Concerns also have been raised about whether more sponsors allow schools to “shop” for more accommodating oversight, allowing schools that are less likely to perform well to avoid accountability. In 2015, the legislature is considering new limits on charter sponsors aimed at preventing charter shopping.

Performance debated

There is considerable debate about the performance of charter schools in Indiana. Critics point out that charters generally rank in the bottom half of schools in the state for test performance, but advocates argue they compare well against the schools they were designed to compete with — those with high poverty and other challenges located nearby.

A pair of studies by Stanford University have shown Indiana’s charter schools have generally performed well when compared to charters in other states. The study’s authors have argued that the Hoosier state was helped by mostly choosy sponsoring by the Indianapolis mayor’s office and Ball State, which both rejected far more charter applications than they approved.

And yet the authors were critical of Ball State for allowing a small number of low-performing charters to keep operating. Soon after, the university ordered several of the low performers closed in 2013. A few managed to stay open by finding new sponsors, raising questions about whether Indiana’s charter law is strong enough to force low performers to close when their sponsors believe they should.

Access to new funding

In the 2015 legislative budget debate, Gov Mike Pence pushed for a big $1,500 per-student grants for charter schools for outside-of-the-classroom costs like buildings and busing. That would have cost the state about $90 million over two years. Instead, the legislature set aside $10 million for grants of up to $500 per-student to help charter schools with those costs.

But all charter schools won’t qualify. Only those that received either an “A,” “B,” or “C” grade from the state or can show they out-perform nearby traditional public schools are eligible.

The issues ahead

On the horizon, along with more charter schools, are questions about whether charters and school districts can forge working partnerships, especially in Indianapolis.

In 2014, the Indiana legislature passed a bill giving IPS the authority to hand empty buildings over for charter schools to use, or to hire charter school operators to run an IPS school.

Under these “innovation school” partnerships, IPS could count partner schools’ test scores in district averages. Charters would get space in IPS buildings and possibly district services like transportation and special education as well. The first such partnership will be wlith the Phalen Leadership Academy charter school at IPS School 103 in the fall of 2015.

The idea behind the bill, which IPS superintendent Lewis Ferebee helped craft, was strongly opposed by by unions and Democrats.

The Indiana State Teachers Union has argued the bill creates a newly uneven playing field for teachers when it comes to their bargaining rights. The bill permits the charter operators to hire teachers for the schools they run — even if they remain IPS schools — and disregard the district’s union contract when deciding what the pay and benefits will be.

In 2012, annual teacher pay in Indianapolis charter school, on average, was $10,000 to $25,000 less than IPS.
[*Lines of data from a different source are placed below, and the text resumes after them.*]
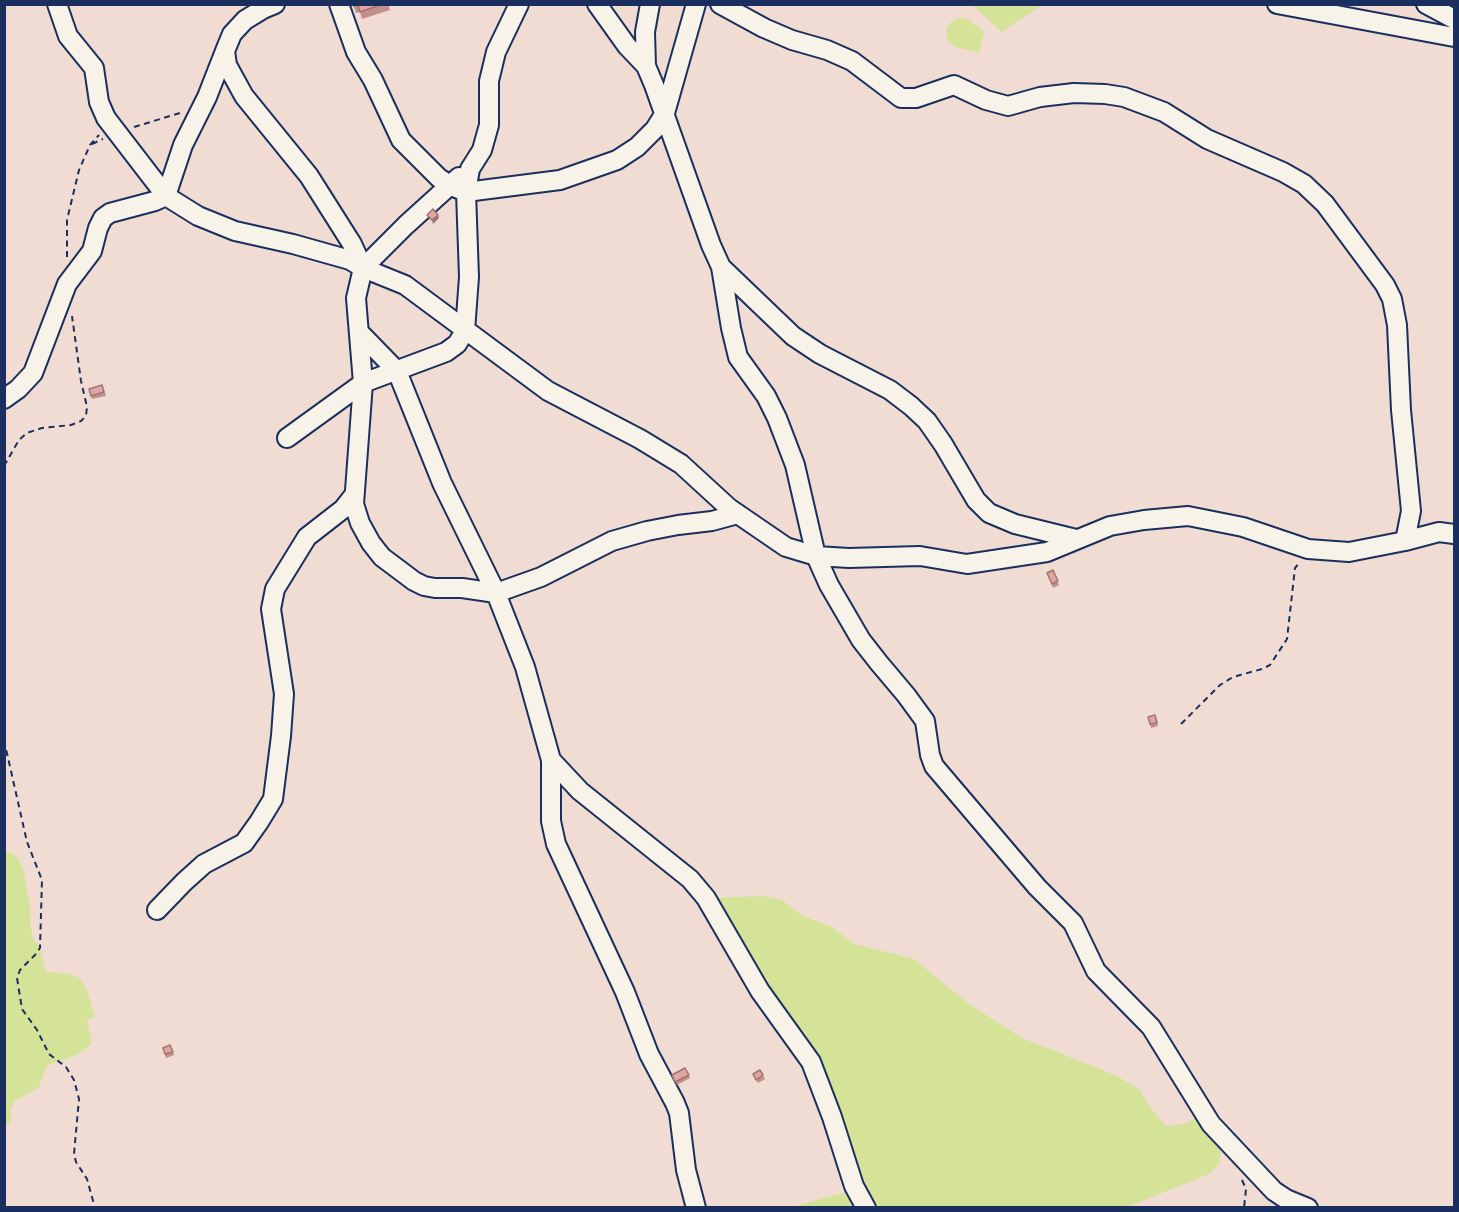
<!DOCTYPE html>
<html>
<head>
<meta charset="utf-8">
<style>
  body { margin:0 }
  #map { position:relative; width:1459px; height:1212px; overflow:hidden; background:#f0dcd3; font-family:Itim,sans-serif }
  canvas { display:block }
  .frame { position:absolute; inset:0; border:6px solid #1b2f5e; pointer-events:none }
</style>
</head>
<body>
<div id="map">
<canvas width="1459" height="1212"></canvas>
<div class="frame"></div>
</div>
<script>
const context = document.querySelector('canvas').getContext('2d');
context.lineJoin = 'round';
function paint(path, color) { context.fillStyle = color; context.fill(path, 'evenodd'); }
const toPath = rows => new Path2D(rows.map(r => 'M' + r).join(''));
function strokePath(path, color, width, dash) { context.strokeStyle = color; context.lineWidth = width; context.lineCap = dash ? 'butt' : 'round'; context.setLineDash(dash || []); context.stroke(path); }
const green = toPath([
  [972,5,1042,5,1002,32],
  [961,18,968,19,984,32,979,53,956,47,947,41,946,28,952,21],
  [6,851,16,856,23,868,30,906,30,923,33,939,40,948,46,972,70,974,80,978,87,990,95,1017,87,1020,92,1044,77,1055,47,1065,39,1087,14,1102,11,1111,11,1121,5,1127,4,852],
  [762,896,782,900,803,916,832,927,854,944,914,959,969,1004,1022,1038,1115,1075,1139,1089,1153,1111,1166,1126,1184,1124,1206,1112,1221,1144,1220,1163,1209,1174,1127,1207,792,1207,856,1189,835,1119,707,898]
]);
const path = toPath([
  [134,127,183,112],
  [92,144,103,139],
  [67,257,67,220,79,170,90,145,99,135],
  [4,466,19,440,27,433,42,428,71,425,81,421,86,416,87,407,81,381,72,316],
  [1181,724,1220,685,1233,677,1262,669,1270,665,1287,639,1295,568,1300,562],
  [4,740,27,842,42,880,40,948,35,955,20,970,17,978,22,1009,37,1030,49,1054,66,1067,74,1080,79,1099,74,1154,76,1162,87,1179,95,1208],
  [1242,1180,1246,1189,1244,1208]
]);
const minor = toPath([
  [57,4,68,36,94,68,99,102,106,118,166,196,198,216,235,231,293,244,350,260,363,268,405,285,548,391,640,439,681,464,729,508,786,547,816,556,849,558,920,556,967,564,1047,552,1110,526,1144,520,1188,516,1243,527,1308,549,1349,552,1405,541,1439,532,1454,534],
  [275,4,263,9,245,20,232,34,225,51,227,65,244,96,309,176,352,244,363,268,406,225,459,177],
  [339,4,356,52,373,80,401,140,439,178,451,186,466,192,560,180,617,160,637,147,655,129,665,113,696,4],
  [597,4,627,46,646,66,654,85,711,245,721,267,731,328,738,357,766,396,777,418,795,465,816,556,829,585,861,640,879,663,906,695,925,721,930,755,934,766,1037,887,1073,923,1096,971,1151,1027,1211,1124,1274,1191,1286,1199,1308,1208],
  [720,4,764,28,792,40,827,50,852,61,901,98,916,98,954,85,986,100,1008,106,1040,97,1074,93,1105,94,1124,97,1164,112,1207,139,1283,172,1304,184,1325,204,1385,285,1392,299,1397,325,1401,410,1411,511,1405,541],
  [1277,4,1454,37],
  [1426,4,1454,19],
  [646,66,645,32,650,4],
  [721,267,793,336,820,354,890,390,911,406,927,421,943,444,976,500,989,513,1015,524,1076,539],
  [363,268,356,298,363,383,354,504,360,523,371,543,382,557,414,581,424,586,435,588,462,588,496,593,541,577,612,541,647,531,678,525,712,521,738,514],
  [359,332,397,371,442,483,496,593,525,667,551,760,551,821,556,844,625,992,649,1054,675,1103,679,1113,686,1170,696,1208],
  [4,399,18,389,33,373,67,284,92,251,98,228,103,218,110,213,155,201,166,196,183,145,207,97,225,51],
  [287,438,363,383,446,352,457,344,465,331,469,277,466,192,470,169,482,150,489,125,489,81,496,52,519,4],
  [551,760,580,791,690,879,706,898,760,991,811,1062,832,1117,854,1186,866,1208],
  [157,910,184,882,204,864,244,843,259,822,273,799,281,736,284,694,271,609,275,589,307,537,343,509,354,495]
]);
const wall = toPath([
  [353,4,388,4,390,10,362,19,360,12,356,13],
  [102,385,106,396,92,399,89,389],
  [1053,570,1059,585,1053,588,1047,573],
  [1156,719,1158,726,1151,728,1150,724],
  [170,1045,174,1055,166,1058,163,1048],
  [685,1068,690,1078,677,1085,672,1075],
  [753,1074,763,1075,765,1079,758,1083]
]);
const shadedWall = toPath([
  [438,215,439,218,433,224,432,220]
]);
const building = toPath([
  [353,4,383,4,360,12,358,5,354,6,353,4],
  [433,209,438,215,432,220,427,215,433,209],
  [102,385,104,392,91,396,89,389,102,385],
  [1053,570,1058,581,1052,584,1047,573,1053,570],
  [1155,715,1157,723,1150,724,1148,717,1155,715],
  [170,1045,173,1052,165,1054,163,1048,170,1045],
  [685,1068,689,1075,675,1082,672,1075,685,1068],
  [760,1070,763,1075,756,1080,753,1074,760,1070]
]);
paint(green, '#d4e397');
strokePath(minor, '#1b2f5e', 22);
strokePath(path, '#1b2f5e', 2, [6, 4.5]);
strokePath(minor, '#f7f3e8', 18);
paint(wall, '#c28f8c');
paint(shadedWall, '#9e7472');
paint(building, '#e1a6a3');
strokePath(building, '#9e7472', 1.5);
</script>
</body>
</html>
Also the state has seen a trend toward expanded offerings of online and blended learning charter schools, which shift some or all instruction to online venues. More than 10 such schools are on the drawing board to open in the next five years.

Can the city sustain so many new schools along with the traditional public and private school networks? Or can charters and traditional schools work more closely to share services and building space? Those are big unanswered questions going forward.